Especially useful for small models (MiniMax, Qwen) acting as lead agents — they tend to create vague tasks or misassign complexity.

H. System Prompt Reminders — Recency Zone Reinforcement

Injected at the end of the system prompt (recency zone — where the model pays the most attention):

Remind to search memory before answering
Reinforce persona/character if agent has custom identity
Bootstrap onboarding nudges for new users

3.3 Summary Table

Hint	Trigger	Ephemeral?	Injection Point
Budget 75%	iteration == max*3/4, no text yet	Yes	Message list (Phase 4)
Output Truncation	`finish_reason == "length"`	Yes	Message list (Phase 4)
Skill Nudge 70%	iteration/max >= 0.70	Yes	Message list (Phase 4)
Skill Nudge 90%	iteration/max >= 0.90	Yes	Message list (Phase 4)
Team Progress	iteration % 6 == 0, has TeamTaskID	Yes	Message list (Phase 4)
Sandbox Error	Pattern match on stderr/exit code	No	Tool result suffix (Phase 5)
Channel Format	Channel type == "zalo" etc.	No	System prompt (Phase 3)
Group Reply	PeerKind == "group"	No	System prompt (Phase 3)
Task Creation	team_tasks list/search response	No	Tool result JSON (Phase 5)
Memory/Persona	Config flags	No	System prompt (Phase 3)

4. Guard System (Safety Boundaries)

Guards create hard boundaries — they don't depend on model compliance. Even though small models are more susceptible to prompt injection, guards ensure dangerous behavior is blocked at the infrastructure level.

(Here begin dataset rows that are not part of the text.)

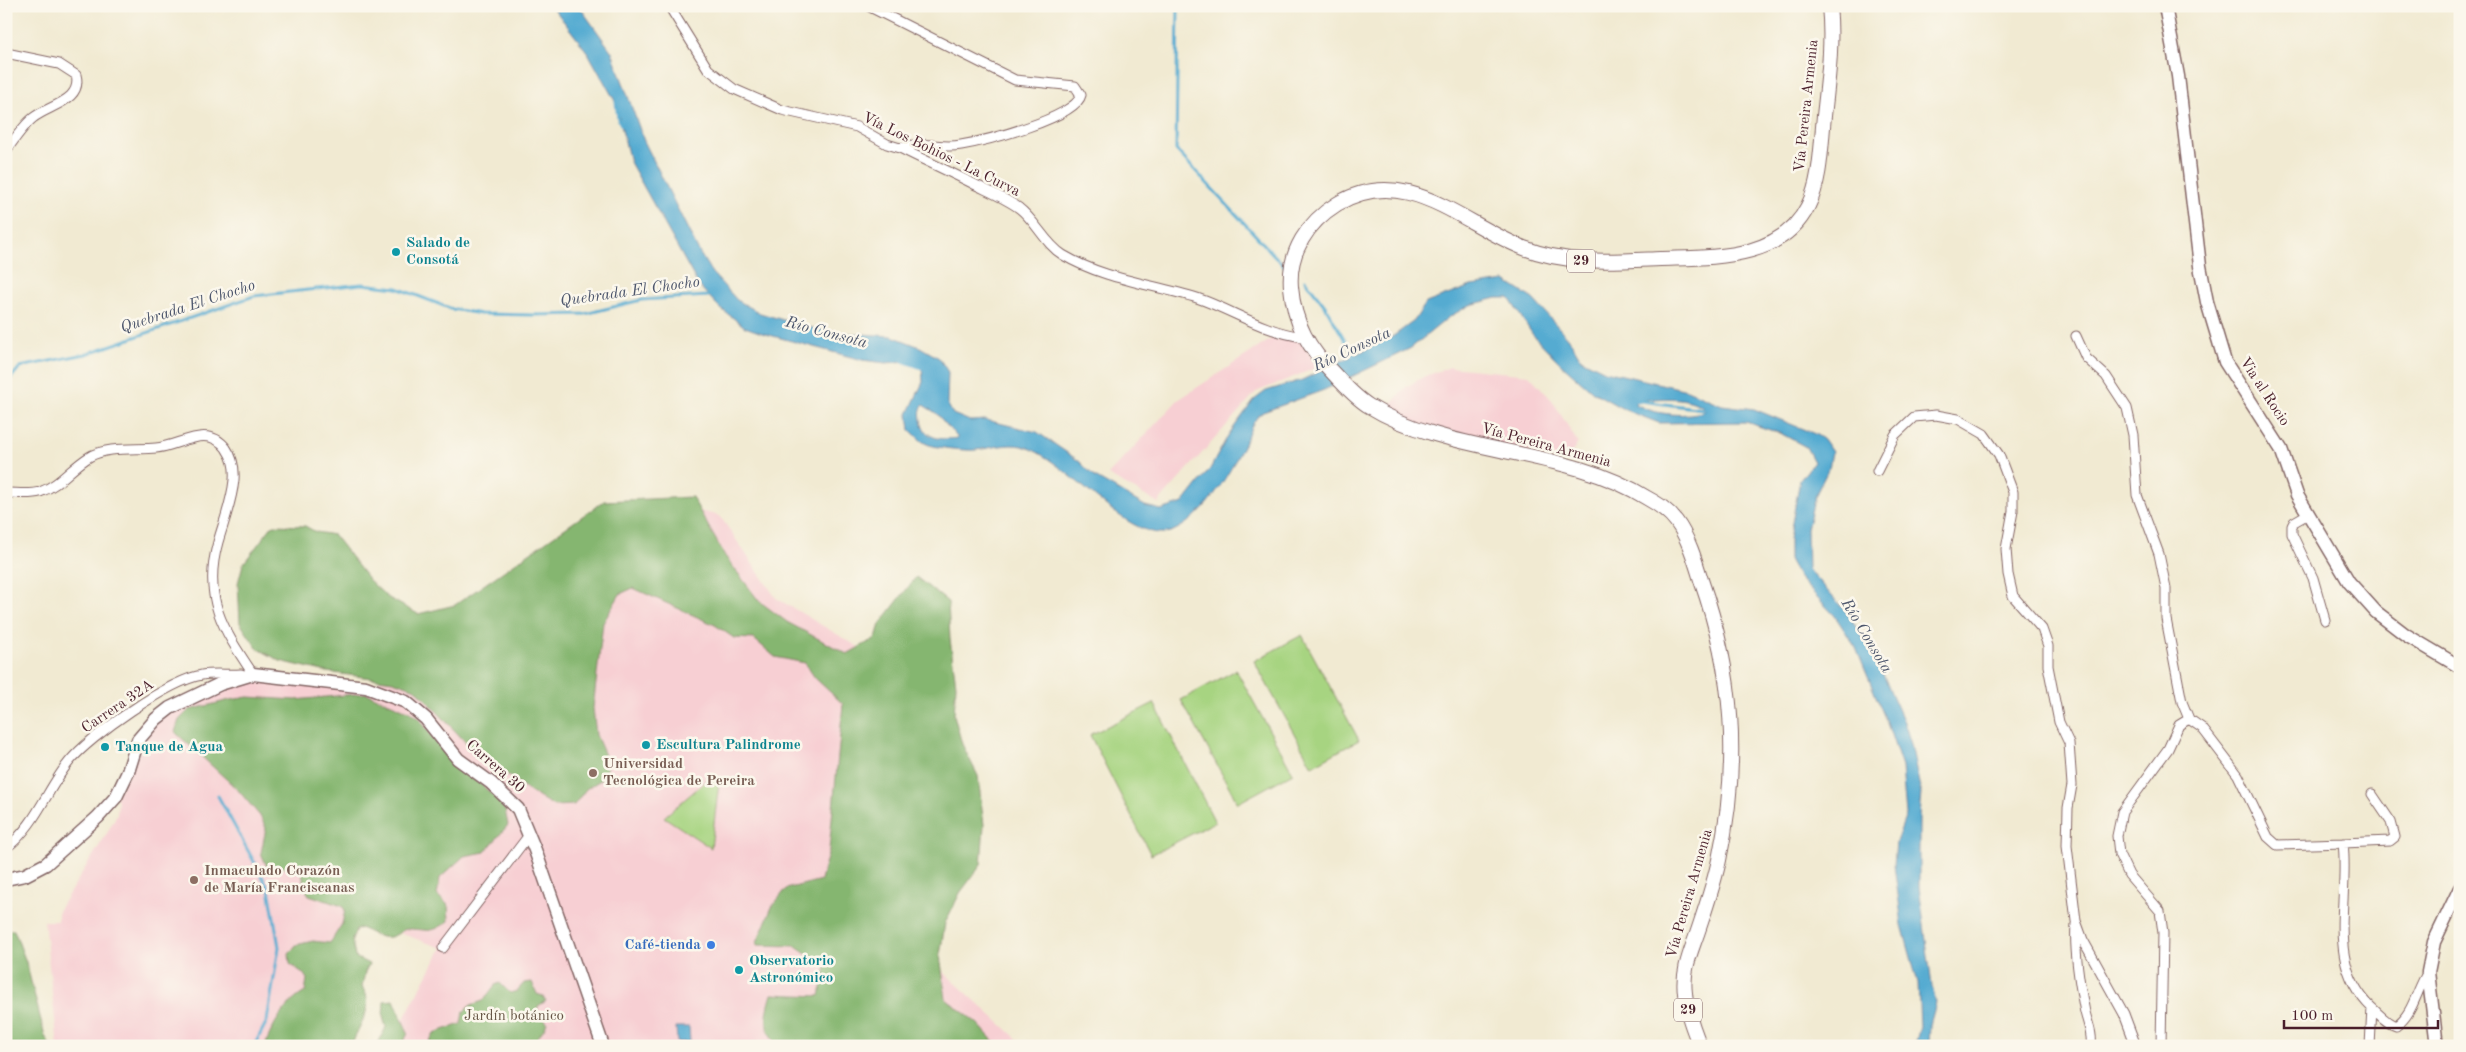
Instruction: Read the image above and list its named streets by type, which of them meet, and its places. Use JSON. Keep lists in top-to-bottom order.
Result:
{
  "streets": {
    "main road": [
      "Vía Pereira Armenia",
      "29",
      "Via al Rocio",
      "Carrera 30"
    ],
    "street": ["Vía Los Bohios - La Curva", "Carrera 32A"]
  },
  "crossings": [
    ["Vía Pereira Armenia", "Vía Los Bohios - La Curva"],
    ["Carrera 32A", "Carrera 30"]
  ],
  "water": ["Quebrada El Chocho", "Río Consota"],
  "parks": ["Jardín botánico"],
  "places": [
    "Salado de Consotá",
    "Escultura Palindrome",
    "Tanque de Agua",
    "Universidad Tecnológica de Pereira",
    "Inmaculado Corazón de María Franciscanas",
    "Café-tienda",
    "Observatorio Astronómico"
  ],
  "scale_bar": "100 m"
}
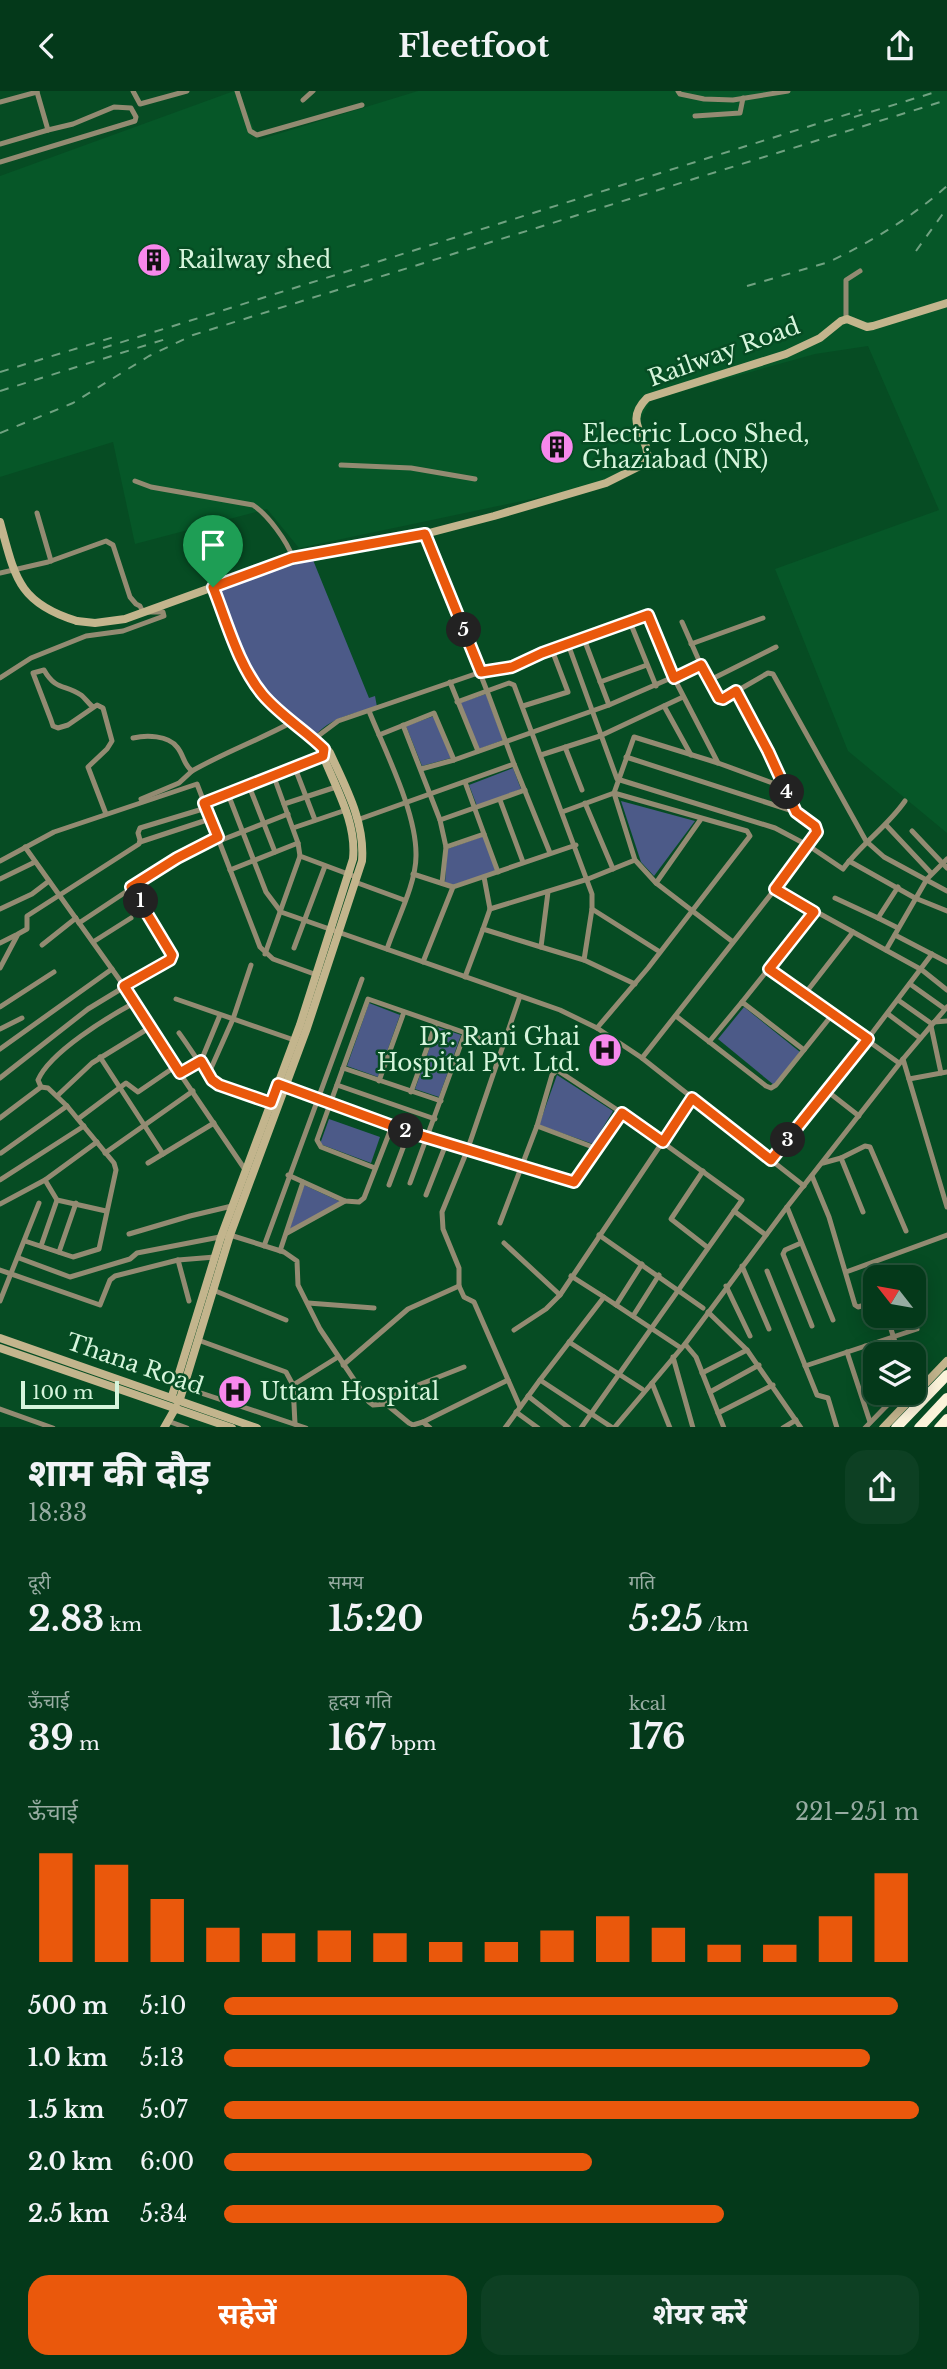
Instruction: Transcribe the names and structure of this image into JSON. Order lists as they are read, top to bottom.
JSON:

4.1 4-Layer Guard Architecture

flowchart TD
    INPUT([User Message]) --> IG

    subgraph IG["Layer 1: InputGuard"]
        IG1["6 regex patterns"]
        IG2["Action: log / warn / block / off"]
    end

    IG --> LOOP([Agent Loop iterations])

    LOOP --> TOOL{Tool call?}
    TOOL -->|exec / shell| SDG
    TOOL -->|write SKILL.md| SCG
    TOOL -->|No| RESP

    subgraph SDG["Layer 2: Shell Deny Groups"]
        SDG1["15 categories"]
        SDG2["200+ regex patterns"]
        SDG3["Per-agent overrides"]
    end

    subgraph SCG["Layer 3: Skill Content Guard"]
        SCG1["25 security rules"]
        SCG2["Line-by-line scan"]
    end

    SDG --> RESP([Response])
    SCG --> RESP

    RESP --> VG
    subgraph VG["Layer 4: Voice Guard"]
        VG1["Error → friendly fallback"]
        VG2["Telegram voice only"]
    end

4.2 Layer 1: InputGuard — Prompt Injection Detection

Scans every user message before it enters the agent loop.

Pattern	Detects
`ignore_instructions`	"Ignore all previous instructions..."
`role_override`	"You are now a...", "Pretend you are..."
`system_tags`	`<system>`, `[SYSTEM]`, `[INST]`, `<<SYS>>`, `<\|im_start\|>system`
`instruction_injection`	"New instructions:", "Override:", "System prompt:"
`null_bytes`	`\x00` characters (null byte injection)
`delimiter_escape`	"End of system", `</instructions>`, `</prompt>`

4 action modes (config gateway.injection_action):

log — logs info, doesn't block
warn — logs warning (default)
block — rejects message, returns error
off — disables scanning

Scans at 3 points:

Incoming user message (Phase 2)
Mid-run injected messages (processInjectedMessage)
Results from web_fetch / web_search (tool result scan)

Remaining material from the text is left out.